America's new breed of 'fat cats'

April 24, 1998

TOP economist Robert Barro's highly public change of heart over a sweetheart deal that almost lured him from Harvard to Columbia University is fuelling the debate over the "star" system creeping into American academia.

Dr Barro was courted by Columbia with a $300,000 a year salary and other perks, including a well-paid university post for his wife, private schooling for his son, and a budget big enough to hire half-a-dozen aspiring economists.

He accepted the offer early in April. But days after details of the lavish package were leaked to the press, he told Harvard he had had second thoughts.

One outspoken critic, University of California history professor Joyce Appleby, said she felt a "twinge of sorrow" for Columbia. But "they got themselves into it, they are playing this corrupt game," she said.

Fellow economist Paul Krugman said that universities' rush to gain prestige through tempting big name academics was becoming a "game of musical chairs".

It is nothing new for certain academic figures to outshine their contemporaries. But all manner of factors - a busy conference and lecture circuit, university departments competing for rankings in magazines, growing media demand for quotable professors - are blamed for a new "celebrity-it is" culture that critics complain may devalue teaching and traditional scholarship.

The average salary for full-time professors in the United States ranges from $62,816 at research universities to $45,243 at two-year colleges.

At Harvard, it is $112,000. Although economists described Dr Barro's deal as unprecedented, social sciences have seen a mushrooming of big deals for "stars", Dr Appleby said.

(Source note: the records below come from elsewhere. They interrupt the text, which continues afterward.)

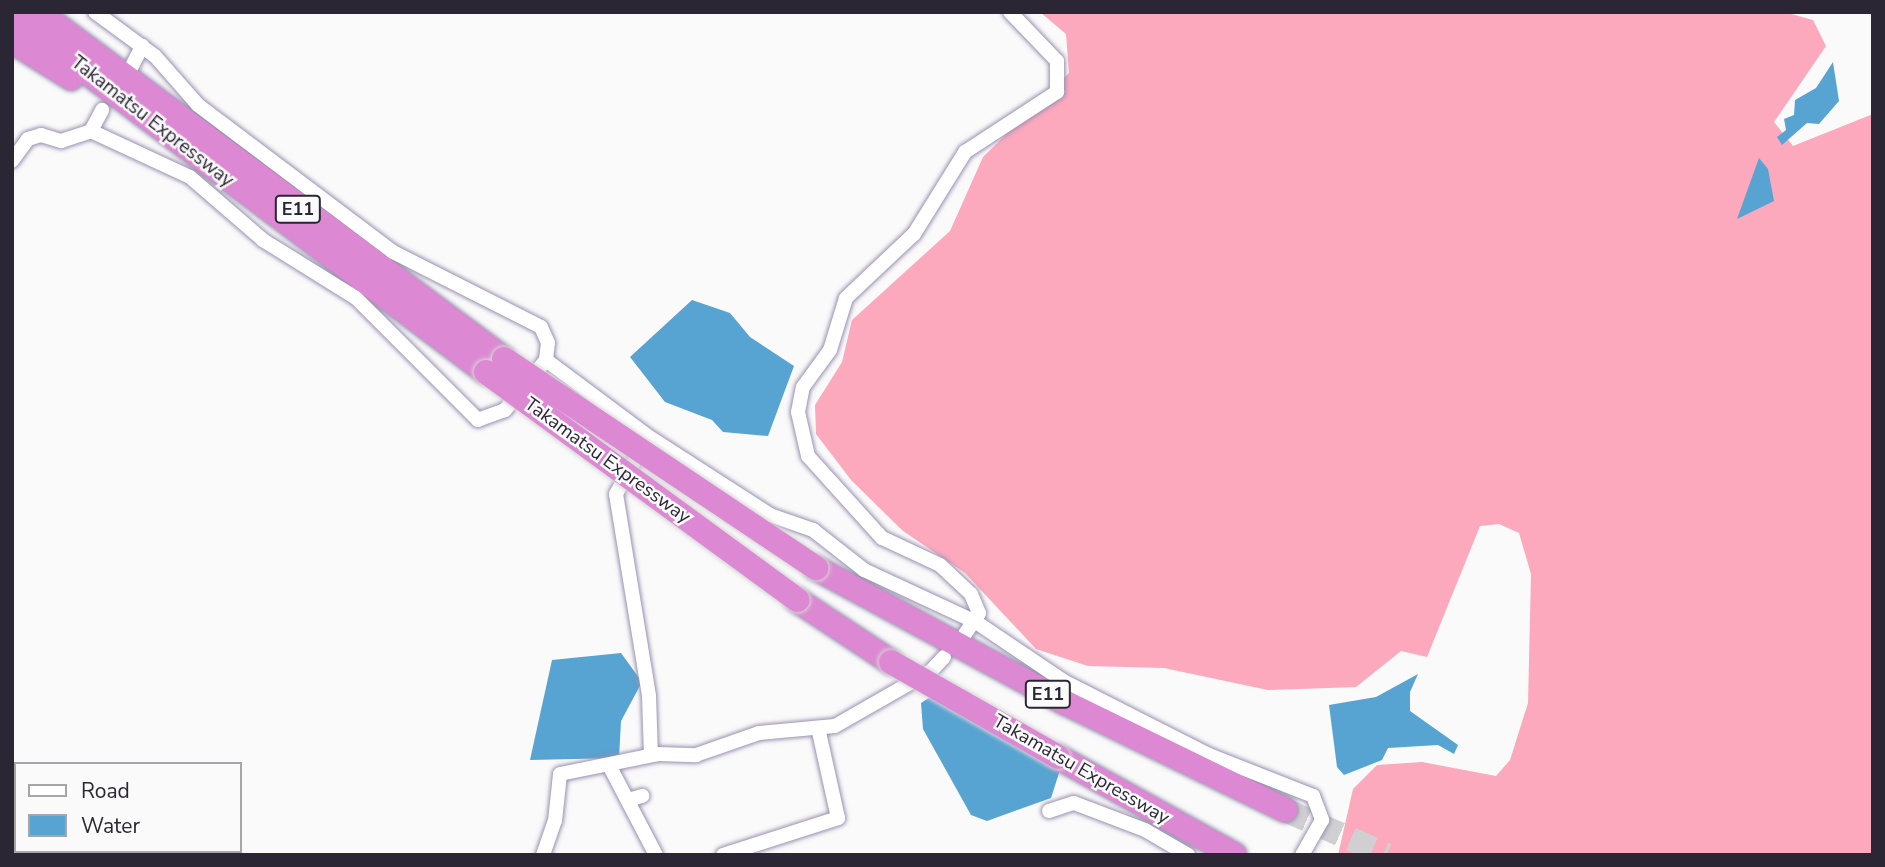 <!DOCTYPE html>
<html>
<head>
<meta charset="utf-8">
<style>
	body { margin:0 }
	#map { position:relative; width:1885px; height:867px; overflow:hidden; background:#fafafa; font-family:"Nunito Sans",sans-serif }
	div>[style] { position:absolute }
	.forest>* { inset:0; background:#fca8bd }
	.water>* { inset:0; background:#57a3d1 }
	.highway-tunnel>* { height:24px; margin-top:-12px; transform-origin:0; background:repeating-linear-gradient(90deg,#d0d0d2 0 24px,transparent 0 36px) }
	.roads { filter:drop-shadow(0 0 2px #9a90b0) drop-shadow(0 0 2px #9a90b0) }
	.street>* { height:14px; margin:-7px; padding:0 7px; transform-origin:7px; border-radius:7px; background:#fff }
	.highway>* { height:24px; margin:-12px; padding:0 12px; transform-origin:12px; border-radius:12px; background:#dd88d2 }
	.bridges { filter:drop-shadow(0 0 2px #d4d4d6) drop-shadow(0 0 2px #d4d4d6) }
	.highway-bridge>* { height:24px; margin:-12px; padding:0 12px; transform-origin:12px; border-radius:12px; background:#dd88d2 }
	span { translate:-50% -50%; white-space:nowrap; text-align:center; line-height:1.15; -webkit-text-stroke:5px #fafafa; paint-order:stroke }
	.shield-label span { padding:2px 5px; background:#fafafa; border:2px solid; border-radius:5px; -webkit-text-stroke-width:0 }
	.shield-label { font-size:18px; color:#2a2633; font-weight:700 }
	.street-label { font-size:19px; color:#2a2633 }
	.frame { position:absolute; inset:0; border:14px solid #2a2633; pointer-events:none }
	.legend { position:absolute; left:14px; top:762px; width:228px; height:91px; box-sizing:border-box; background:#fafafa; border:2px solid #a7a5aa; margin:0; padding:9px 12px; list-style:none; font-size:21px; color:#2a2633 }
	.legend li { display:flex; align-items:center; gap:14px; height:35px }
	.legend b { width:35px; border:2px solid #a7a5aa }
</style>
</head>
<body>
<div id="map">
	<div class="forest">
		<i style="clip-path:polygon(1040px 12px,1784px 12px,1813px 20px,1826px 46px,1774px 122px,1793px 146px,1873px 114px,1873px 855px,1338px 855px,1353px 789px,1377px 765px,1422px 762px,1496px 776px,1510px 760px,1528px 703px,1531px 574px,1519px 533px,1499px 524px,1480px 526px,1427px 657px,1401px 651px,1356px 687px,1268px 690px,1164px 668px,1088px 666px,1036px 649px,965px 573px,903px 531px,851px 480px,816px 434px,815px 405px,842px 362px,852px 320px,950px 231px,983px 157px,1069px 73px,1066px 34px)"></i>
	</div>
	<div class="water">
		<i style="clip-path:polygon(1833px 62px,1839px 101px,1819px 124px,1807px 123px,1782px 145px,1777px 137px,1786px 130px,1784px 119px,1794px 115px,1795px 100px,1816px 88px)"></i>
		<i style="clip-path:polygon(1759px 158px,1768px 169px,1774px 201px,1737px 219px)"></i>
		<i style="clip-path:polygon(692px 300px,730px 313px,750px 337px,794px 366px,768px 436px,723px 432px,712px 420px,665px 402px,630px 357px)"></i>
		<i style="clip-path:polygon(621px 653px,642px 682px,621px 721px,619px 758px,530px 760px,552px 660px)"></i>
		<i style="clip-path:polygon(1418px 674px,1410px 692px,1410px 711px,1458px 745px,1454px 754px,1438px 745px,1388px 748px,1382px 760px,1344px 775px,1337px 767px,1329px 705px,1376px 697px)"></i>
		<i style="clip-path:polygon(950px 684px,1058px 744px,1059px 773px,1051px 798px,987px 821px,971px 815px,923px 729px,921px 703px)"></i>
	</div>
	<div class="highway-tunnel">
		<i style="left:1285px;top:810px;width:111px;rotate:23.8deg"></i>
	</div>
	<div class="roads">
		<div class="street">
			<i style="left:95px;top:12px;width:74px;rotate:36.3deg"></i>
			<i style="left:155px;top:56px;width:65px;rotate:48.7deg"></i>
			<i style="left:198px;top:105px;width:244px;rotate:37deg"></i>
			<i style="left:393px;top:252px;width:166px;rotate:26.9deg"></i>
			<i style="left:541px;top:327px;width:17px;rotate:66deg"></i>
			<i style="left:548px;top:343px;width:17px;rotate:97deg"></i>
			<i style="left:546px;top:360px;width:65px;rotate:129.4deg"></i>
			<i style="left:505px;top:410px;width:29px;rotate:160deg"></i>
			<i style="left:478px;top:420px;width:173px;rotate:-135deg"></i>
			<i style="left:356px;top:298px;width:110px;rotate:-148.1deg"></i>
			<i style="left:263px;top:240px;width:96px;rotate:-139.2deg"></i>
			<i style="left:190px;top:177px;width:109px;rotate:-155.1deg"></i>
			<i style="left:91px;top:131px;width:24px;rotate:-62deg"></i>
			<i style="left:131px;top:68px;width:25px;rotate:-63deg"></i>
			<i style="left:12px;top:161px;width:27px;rotate:-54deg"></i>
			<i style="left:28px;top:139px;width:14px;rotate:-17deg"></i>
			<i style="left:41px;top:135px;width:21px;rotate:17deg"></i>
			<i style="left:61px;top:141px;width:32px;rotate:-18deg"></i>
			<i style="left:546px;top:360px;width:129px;rotate:36.8deg"></i>
			<i style="left:649px;top:437px;width:144px;rotate:32.8deg"></i>
			<i style="left:770px;top:515px;width:46px;rotate:19.2deg"></i>
			<i style="left:813px;top:530px;width:65px;rotate:38.1deg"></i>
			<i style="left:864px;top:570px;width:123px;rotate:24.9deg"></i>
			<i style="left:976px;top:622px;width:107px;rotate:34deg"></i>
			<i style="left:1065px;top:682px;width:161px;rotate:26.9deg"></i>
			<i style="left:1209px;top:755px;width:112px;rotate:21.5deg"></i>
			<i style="left:1313px;top:796px;width:26px;rotate:69deg"></i>
			<i style="left:1322px;top:820px;width:40px;rotate:119.7deg"></i>
			<i style="left:643px;top:446px;width:55px;rotate:119.4deg"></i>
			<i style="left:616px;top:494px;width:205px;rotate:80.7deg"></i>
			<i style="left:649px;top:696px;width:59px;rotate:88.1deg"></i>
			<i style="left:965px;top:634px;width:25px;rotate:-56deg"></i>
			<i style="left:979px;top:613px;width:21px;rotate:-113deg"></i>
			<i style="left:971px;top:594px;width:42px;rotate:-136.9deg"></i>
			<i style="left:940px;top:565px;width:64px;rotate:-155deg"></i>
			<i style="left:882px;top:538px;width:110px;rotate:-132.1deg"></i>
			<i style="left:808px;top:456px;width:45px;rotate:-102.8deg"></i>
			<i style="left:798px;top:412px;width:25px;rotate:-79deg"></i>
			<i style="left:803px;top:387px;width:46px;rotate:-53.9deg"></i>
			<i style="left:830px;top:350px;width:54px;rotate:-72.9deg"></i>
			<i style="left:846px;top:298px;width:93px;rotate:-43.3deg"></i>
			<i style="left:914px;top:234px;width:97px;rotate:-58.1deg"></i>
			<i style="left:965px;top:152px;width:110px;rotate:-33.1deg"></i>
			<i style="left:1057px;top:92px;width:31px;rotate:-90deg"></i>
			<i style="left:1057px;top:61px;width:68px;rotate:-133.8deg"></i>
			<i style="left:610px;top:767px;width:99px;rotate:62.4deg"></i>
			<i style="left:628px;top:800px;width:15px;rotate:-16deg"></i>
			<i style="left:1049px;top:811px;width:26px;rotate:-18deg"></i>
			<i style="left:1074px;top:803px;width:76px;rotate:20.8deg"></i>
			<i style="left:1145px;top:830px;width:50px;rotate:30.2deg"></i>
			<i style="left:543px;top:855px;width:36px;rotate:-71deg"></i>
			<i style="left:555px;top:821px;width:47px;rotate:-83.9deg"></i>
			<i style="left:560px;top:774px;width:100px;rotate:-11.5deg"></i>
			<i style="left:658px;top:754px;width:38px;rotate:2deg"></i>
			<i style="left:696px;top:755px;width:67px;rotate:-19.2deg"></i>
			<i style="left:759px;top:733px;width:76px;rotate:-5.3deg"></i>
			<i style="left:835px;top:726px;width:111px;rotate:-29.8deg"></i>
			<i style="left:931px;top:671px;width:19px;rotate:-47deg"></i>
			<i style="left:723px;top:855px;width:121px;rotate:-17.8deg"></i>
			<i style="left:838px;top:818px;width:92px;rotate:-102.5deg"></i>
		</div>
		<div class="highway">
			<i style="left:39px;top:12px;width:580px;rotate:36.73deg"></i>
			<i style="left:12px;top:16px;width:593px;rotate:36.91deg"></i>
			<i style="left:12px;top:41px;width:70px;rotate:32.1deg"></i>
			<i style="left:816px;top:568px;width:284px;rotate:28.4deg"></i>
			<i style="left:1066px;top:703px;width:244px;rotate:26deg"></i>
			<i style="left:797px;top:600px;width:113px;rotate:33.4deg"></i>
			<i style="left:1058px;top:757px;width:202px;rotate:29deg"></i>
		</div>
	</div>
	<div class="bridges">
		<div class="highway-bridge">
			<i style="left:504px;top:359px;width:376px;rotate:33.8deg"></i>
			<i style="left:486px;top:372px;width:386px;rotate:36.2deg"></i>
			<i style="left:891px;top:662px;width:192px;rotate:29.6deg"></i>
		</div>
	</div>
	<div class="shield-label">
		<span style="left:298px;top:209px">E11</span>
		<span style="left:1048px;top:694px">E11</span>
	</div>
	<div class="street-label">
		<span style="left:152px;top:122px;rotate:38deg">Takamatsu Expressway</span>
		<span style="left:607px;top:461px;rotate:36deg">Takamatsu Expressway</span>
		<span style="left:1081px;top:770px;rotate:30deg">Takamatsu Expressway</span>
	</div>
	<div class="frame"></div>
	<ul class="legend">
	<li><b style="height:9px;background:#fff"></b>Road</li>
	<li><b style="height:19px;background:#57a3d1"></b>Water</li>
	</ul>
</div>
</body>
</html>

Medical and business schools have also traditionally paid well, compared with subjects such as foreign languages, geography and anthropology.

Dr Barro, 53, has an international reputation as a economist of conservative bent and has published 11 books. He was the Lionel Robbins lecturer at London School of Economics in 1996. At Harvard, he was prominent in an economics faculty, regarded as the national leader, at the country's wealthiest private university.

Columbia, however, wanted him to anchor its move to revive its economics department. As a columnist for the Wall Street Journal and Business Week magazine, he was sure to raise the university's profile.

The debate over the "star system" has been running in academic publications over a year. It was the New York Times, however, that brought it to wider attention.

The affair became the talk of the East Coast intelligentsia, earning headlines in mainstream and student press in New York and Boston. Harvard Lampoon even published a satirical article about the affair.